I remember September 11th, 2001, and the terrorist attack on the World Trade Center.
I've known for some time that those who responded to the attack were suffering health problems, and battling Federal, State and local bureaucracy to get some sort of relief; but I hadn't realized how serious, or how widespread, the problems really were. An article in the Daily Mail has jerked me out of my complacency.
11 September nine years ago, 2,975 people died in the worst-ever terrorist attack on US soil. The body count was shocking, and the trauma suffered by victims’ families hard to contemplate. But the danger to New York citizens was far from over. In addition to those who perished in and around the World Trade Center, at the Pentagon and on United Flight 93, there are thousands of ‘shadow’ victims: people who inhaled the toxic dust cloud that enveloped Ground Zero and who are now suffering serious – in some cases fatal – illnesses as a direct result. Indeed, far more people are likely to die from the effects of the dust than in the attack itself.
These victims include office workers, shopkeepers, students and local residents – but the worst-affected are the ‘responders’: emergency service, recovery and volunteer aid workers who were exposed to the site at close quarters. These people went to help – and are paying with their lives. The New York City Department of Health has already recorded 817 deaths of World Trade Center (WTC) responders from illnesses generated by working on the site.
But as well as the official figures, there are currently another 20,000 recorded sick by the WTC Medical Monitoring Treatment and Environmental programmes. And this is only the tip of the iceberg. According to the World Trade Center Health Registry, 410,000 people were heavily exposed to WTC toxins causing restrictive respiratory illnesses and cancers, which changes 11 September from a terrorist attack into a full-blown environmental disaster on the scale of Chernobyl, where the initial toll was overshadowed by deaths and illnesses that were still occurring up to 20 years later.
On 9/11 the dust from the pulverised towers was so thick and far-reaching that you could write your name in it on cars in Brooklyn. It contained chemicals including asbestos, lead, dioxin and deadly PVCs (the WTC buildings were the most heavily computerised in the world), mercury from 500,000 shattered fluorescent fixtures, plus emissions from more than 200,000 gallons of diesel fuel smouldering underneath the site. Robin Herbert, co-director of the World Trade Center Medical Monitoring Program, has expressed his concern about the number and combination of cancer-causing elements and other chemicals released, and observers have noticed a tendency for fast-developing and multiple cancers among emergency workers.
In the urgency of rescuing survivors from the rubble, crucial safety procedures seem to have been overlooked and conflicting instructions given by the authorities. People were operating without the correct protective clothing. Rescue teams were provided with paper masks that became clogged within seconds. Families who lived in the vicinity were told that they could clean up the contaminated dust with wet rags. A week after the attacks, in a bid to restore the collective morale of New York’s population and kick-start Lower Manhattan’s financial district, local workers, students and residents were told it was safe to return to their jobs, schools and homes. It was business as usual. Wall Street was open.
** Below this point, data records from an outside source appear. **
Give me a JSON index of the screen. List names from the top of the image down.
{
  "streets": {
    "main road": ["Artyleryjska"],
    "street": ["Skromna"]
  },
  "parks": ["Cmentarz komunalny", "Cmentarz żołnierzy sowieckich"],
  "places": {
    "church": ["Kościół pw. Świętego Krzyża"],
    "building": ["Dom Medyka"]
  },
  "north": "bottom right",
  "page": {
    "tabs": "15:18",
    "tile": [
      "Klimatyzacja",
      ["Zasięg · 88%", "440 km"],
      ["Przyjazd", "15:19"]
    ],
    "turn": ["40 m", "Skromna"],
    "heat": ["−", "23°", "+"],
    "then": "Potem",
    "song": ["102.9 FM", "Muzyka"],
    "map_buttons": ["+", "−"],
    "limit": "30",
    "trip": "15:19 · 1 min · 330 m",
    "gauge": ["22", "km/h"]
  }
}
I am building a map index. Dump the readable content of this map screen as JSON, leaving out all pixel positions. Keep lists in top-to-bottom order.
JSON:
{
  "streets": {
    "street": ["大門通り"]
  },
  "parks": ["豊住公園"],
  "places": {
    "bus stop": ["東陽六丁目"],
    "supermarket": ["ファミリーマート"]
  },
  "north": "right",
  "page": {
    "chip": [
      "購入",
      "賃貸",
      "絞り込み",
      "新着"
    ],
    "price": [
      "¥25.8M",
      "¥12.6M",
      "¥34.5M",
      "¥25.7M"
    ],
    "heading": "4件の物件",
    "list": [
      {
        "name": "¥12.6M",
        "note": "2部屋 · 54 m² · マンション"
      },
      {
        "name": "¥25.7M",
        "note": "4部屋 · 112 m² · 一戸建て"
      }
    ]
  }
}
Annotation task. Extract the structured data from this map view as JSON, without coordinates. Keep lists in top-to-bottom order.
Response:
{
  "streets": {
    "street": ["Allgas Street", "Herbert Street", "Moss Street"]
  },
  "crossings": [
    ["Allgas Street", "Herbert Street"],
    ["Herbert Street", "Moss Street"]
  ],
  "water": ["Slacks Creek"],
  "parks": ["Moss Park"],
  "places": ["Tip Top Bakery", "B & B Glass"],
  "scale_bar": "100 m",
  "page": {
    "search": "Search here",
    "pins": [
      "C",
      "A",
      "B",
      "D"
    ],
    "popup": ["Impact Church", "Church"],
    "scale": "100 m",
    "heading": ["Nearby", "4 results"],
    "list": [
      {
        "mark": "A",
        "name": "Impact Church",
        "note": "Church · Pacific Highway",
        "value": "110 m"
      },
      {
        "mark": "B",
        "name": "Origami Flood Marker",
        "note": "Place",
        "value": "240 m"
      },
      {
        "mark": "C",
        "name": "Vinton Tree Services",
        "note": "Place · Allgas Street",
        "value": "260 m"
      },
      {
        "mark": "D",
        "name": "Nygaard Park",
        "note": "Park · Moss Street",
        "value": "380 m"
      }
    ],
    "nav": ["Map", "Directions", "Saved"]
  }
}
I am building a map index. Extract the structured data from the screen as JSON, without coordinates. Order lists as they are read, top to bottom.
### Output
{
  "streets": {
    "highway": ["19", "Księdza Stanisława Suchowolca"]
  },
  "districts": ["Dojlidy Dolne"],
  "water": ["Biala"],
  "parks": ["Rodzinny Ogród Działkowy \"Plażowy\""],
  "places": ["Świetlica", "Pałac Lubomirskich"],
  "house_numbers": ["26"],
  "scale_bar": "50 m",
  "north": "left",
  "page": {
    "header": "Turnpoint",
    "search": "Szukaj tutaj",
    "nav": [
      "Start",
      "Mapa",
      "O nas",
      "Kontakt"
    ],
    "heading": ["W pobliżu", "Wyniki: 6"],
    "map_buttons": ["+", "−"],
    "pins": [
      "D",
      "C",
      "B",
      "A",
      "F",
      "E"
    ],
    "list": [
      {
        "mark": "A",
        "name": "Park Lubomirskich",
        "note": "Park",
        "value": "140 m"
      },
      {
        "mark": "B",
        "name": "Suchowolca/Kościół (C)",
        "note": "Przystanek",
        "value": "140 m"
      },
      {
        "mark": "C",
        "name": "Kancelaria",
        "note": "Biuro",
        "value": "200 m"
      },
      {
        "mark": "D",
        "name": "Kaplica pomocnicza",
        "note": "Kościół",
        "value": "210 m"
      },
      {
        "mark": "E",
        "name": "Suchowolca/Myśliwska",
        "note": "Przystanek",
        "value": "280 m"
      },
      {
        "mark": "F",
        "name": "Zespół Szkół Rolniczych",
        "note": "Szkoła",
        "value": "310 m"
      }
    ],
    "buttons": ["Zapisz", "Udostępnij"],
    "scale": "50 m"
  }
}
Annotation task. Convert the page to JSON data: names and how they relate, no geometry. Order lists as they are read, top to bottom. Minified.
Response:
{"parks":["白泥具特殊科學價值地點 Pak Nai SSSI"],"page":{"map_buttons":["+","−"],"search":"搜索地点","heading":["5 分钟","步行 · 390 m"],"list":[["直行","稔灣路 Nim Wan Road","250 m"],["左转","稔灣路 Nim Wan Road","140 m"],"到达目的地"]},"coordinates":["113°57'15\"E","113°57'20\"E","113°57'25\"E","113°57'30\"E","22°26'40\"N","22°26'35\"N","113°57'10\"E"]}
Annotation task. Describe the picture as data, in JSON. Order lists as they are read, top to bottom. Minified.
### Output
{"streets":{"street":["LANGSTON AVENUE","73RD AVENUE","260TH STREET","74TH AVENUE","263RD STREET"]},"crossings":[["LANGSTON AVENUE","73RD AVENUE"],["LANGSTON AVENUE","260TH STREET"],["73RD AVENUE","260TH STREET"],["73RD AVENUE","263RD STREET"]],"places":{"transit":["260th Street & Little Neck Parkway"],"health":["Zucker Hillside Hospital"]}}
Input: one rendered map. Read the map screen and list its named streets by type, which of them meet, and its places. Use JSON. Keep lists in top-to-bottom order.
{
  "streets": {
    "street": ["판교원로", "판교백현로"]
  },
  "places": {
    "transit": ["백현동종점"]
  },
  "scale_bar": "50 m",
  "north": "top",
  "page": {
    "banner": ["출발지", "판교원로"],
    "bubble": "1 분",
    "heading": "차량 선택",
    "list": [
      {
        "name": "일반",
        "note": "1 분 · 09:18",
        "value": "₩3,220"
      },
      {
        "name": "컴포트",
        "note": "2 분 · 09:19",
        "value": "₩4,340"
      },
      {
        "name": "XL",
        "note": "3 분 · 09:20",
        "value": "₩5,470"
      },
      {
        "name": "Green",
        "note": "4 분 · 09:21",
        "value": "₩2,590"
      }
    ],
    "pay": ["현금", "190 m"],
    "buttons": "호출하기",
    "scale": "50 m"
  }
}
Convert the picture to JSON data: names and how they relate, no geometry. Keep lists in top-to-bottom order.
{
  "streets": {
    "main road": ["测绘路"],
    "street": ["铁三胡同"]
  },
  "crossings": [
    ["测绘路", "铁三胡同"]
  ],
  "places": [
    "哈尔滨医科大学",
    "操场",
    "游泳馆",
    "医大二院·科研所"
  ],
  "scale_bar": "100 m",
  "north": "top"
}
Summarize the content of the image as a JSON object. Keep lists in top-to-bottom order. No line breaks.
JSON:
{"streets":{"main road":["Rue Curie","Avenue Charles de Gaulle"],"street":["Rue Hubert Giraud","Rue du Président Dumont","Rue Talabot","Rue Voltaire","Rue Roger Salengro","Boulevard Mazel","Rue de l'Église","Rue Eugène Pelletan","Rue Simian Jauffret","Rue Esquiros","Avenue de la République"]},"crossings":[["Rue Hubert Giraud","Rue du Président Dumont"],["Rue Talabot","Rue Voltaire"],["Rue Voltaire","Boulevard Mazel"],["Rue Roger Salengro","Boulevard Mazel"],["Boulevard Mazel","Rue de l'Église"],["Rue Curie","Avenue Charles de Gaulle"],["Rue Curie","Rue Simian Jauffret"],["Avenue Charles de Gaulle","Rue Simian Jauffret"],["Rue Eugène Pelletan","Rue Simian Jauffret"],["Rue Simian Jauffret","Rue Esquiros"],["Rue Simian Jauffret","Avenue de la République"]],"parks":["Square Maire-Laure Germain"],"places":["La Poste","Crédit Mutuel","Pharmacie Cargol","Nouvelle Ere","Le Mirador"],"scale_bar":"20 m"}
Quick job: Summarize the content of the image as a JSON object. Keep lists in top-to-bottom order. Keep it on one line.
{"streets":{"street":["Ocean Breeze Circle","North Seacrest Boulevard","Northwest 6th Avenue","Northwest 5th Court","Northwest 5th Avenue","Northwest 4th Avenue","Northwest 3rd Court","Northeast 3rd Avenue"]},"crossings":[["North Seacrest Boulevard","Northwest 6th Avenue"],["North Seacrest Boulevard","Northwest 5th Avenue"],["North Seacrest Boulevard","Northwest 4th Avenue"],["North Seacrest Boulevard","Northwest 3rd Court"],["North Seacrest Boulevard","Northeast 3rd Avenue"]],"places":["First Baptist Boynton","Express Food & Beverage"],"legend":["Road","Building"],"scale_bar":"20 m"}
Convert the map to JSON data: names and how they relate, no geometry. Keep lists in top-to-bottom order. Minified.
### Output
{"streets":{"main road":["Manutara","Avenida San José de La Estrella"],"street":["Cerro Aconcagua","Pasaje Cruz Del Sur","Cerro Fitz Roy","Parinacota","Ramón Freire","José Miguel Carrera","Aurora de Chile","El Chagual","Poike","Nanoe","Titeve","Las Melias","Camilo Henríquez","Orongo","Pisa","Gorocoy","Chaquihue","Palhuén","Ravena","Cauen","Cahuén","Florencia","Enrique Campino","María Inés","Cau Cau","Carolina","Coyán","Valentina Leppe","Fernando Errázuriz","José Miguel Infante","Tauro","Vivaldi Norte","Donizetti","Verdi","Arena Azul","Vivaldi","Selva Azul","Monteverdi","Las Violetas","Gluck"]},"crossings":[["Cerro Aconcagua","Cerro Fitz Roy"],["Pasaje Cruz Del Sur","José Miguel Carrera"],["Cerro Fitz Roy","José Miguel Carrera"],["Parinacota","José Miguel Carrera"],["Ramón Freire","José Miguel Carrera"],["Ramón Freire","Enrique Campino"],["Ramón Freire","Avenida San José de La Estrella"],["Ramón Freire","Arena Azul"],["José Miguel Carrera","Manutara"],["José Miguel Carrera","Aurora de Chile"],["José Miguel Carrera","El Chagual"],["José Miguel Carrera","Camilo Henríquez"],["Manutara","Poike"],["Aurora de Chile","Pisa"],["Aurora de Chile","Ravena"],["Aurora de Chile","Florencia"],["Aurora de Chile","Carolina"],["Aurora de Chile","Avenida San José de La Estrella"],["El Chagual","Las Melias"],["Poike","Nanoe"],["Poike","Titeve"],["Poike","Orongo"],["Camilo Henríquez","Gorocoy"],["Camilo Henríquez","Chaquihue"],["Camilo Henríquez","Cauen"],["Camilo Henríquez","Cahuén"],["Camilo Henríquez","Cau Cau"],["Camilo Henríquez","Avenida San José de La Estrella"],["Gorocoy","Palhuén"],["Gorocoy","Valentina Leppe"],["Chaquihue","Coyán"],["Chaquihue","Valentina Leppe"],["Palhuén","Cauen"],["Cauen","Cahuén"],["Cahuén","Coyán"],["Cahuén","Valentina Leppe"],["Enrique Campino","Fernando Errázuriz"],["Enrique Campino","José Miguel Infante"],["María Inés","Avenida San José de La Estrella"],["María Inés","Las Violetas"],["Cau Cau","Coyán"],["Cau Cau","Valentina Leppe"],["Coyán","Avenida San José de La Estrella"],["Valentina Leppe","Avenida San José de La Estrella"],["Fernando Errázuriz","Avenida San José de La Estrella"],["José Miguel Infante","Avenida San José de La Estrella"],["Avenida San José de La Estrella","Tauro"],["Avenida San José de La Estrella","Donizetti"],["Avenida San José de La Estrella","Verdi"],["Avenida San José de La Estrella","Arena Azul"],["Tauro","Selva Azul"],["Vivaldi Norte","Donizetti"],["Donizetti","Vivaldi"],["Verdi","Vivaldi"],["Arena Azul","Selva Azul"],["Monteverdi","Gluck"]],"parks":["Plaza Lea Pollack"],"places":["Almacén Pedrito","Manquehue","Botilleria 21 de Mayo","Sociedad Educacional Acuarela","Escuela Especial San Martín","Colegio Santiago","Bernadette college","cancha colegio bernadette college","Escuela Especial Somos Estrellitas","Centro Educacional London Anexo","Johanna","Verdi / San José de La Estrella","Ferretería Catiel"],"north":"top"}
New York had moved on.
But the shadow victims haven’t been able to move on – 70 per cent of emergency service workers have been diagnosed with serious respiratory problems as a result of their involvement with Ground Zero. And the real scandal is that post-disaster healthcare (mental and physical) has been so badly neglected that there is barely any provision for them.
. . .
The events of 9/11 were unprecedented, and the ensuing confusion reflects this. There is no existing legislation to support the emergency service workers. The fact that many responders were unpaid volunteers means that they are not covered by their medical insurance policies because they were not technically ‘at work’. Moreover, the link between exposure and illness has been incredibly complicated to prove.
Trying to quantify the effects of a toxic dust cloud and argue that multiple sicknesses have developed as a result of inhalation through the skin and mouth has been new territory for lawyers. Some 62 per cent of claims to date have been rejected, which has resulted in lengthy litigation and appeals.
. . .
The focus of 9/11 has always been on the victims in the towers: those who died on the day. But this secondary tragedy is even bigger in terms of numbers – and just as tragic, if less dramatic in its photo-news impact. The ‘shadow victims’ have had to go to extraordinary lengths to be seen or heard or treated, and their story deserves to be more widely told.
There's more at the link.
Here's a short video clip outlining the medical problems faced by first responders.
I've found at least two Web sites set up to publicize this issue and educate public opinion on what needs to be done:
I urge my readers to click over to both Web sites to read more about the issue for themselves.
Legislation to address the problem was recently rejected in Congress. I'm not going to argue with those who are wary about already-excessive Government spending, because I fully agree with them: but I suggest that in this specific instance, the money would be well spent. I believe we owe it to those who disregarded their own safety, and went into danger on our behalf, to cover the medical and other costs they've incurred as a result.
I'd like to suggest to all my readers that we contact our Congressional representatives and Senators, and ask them to move forward with the so-called 'Zadroga Act' as quickly as possible. I submit it's not just a good idea, but a national moral obligation.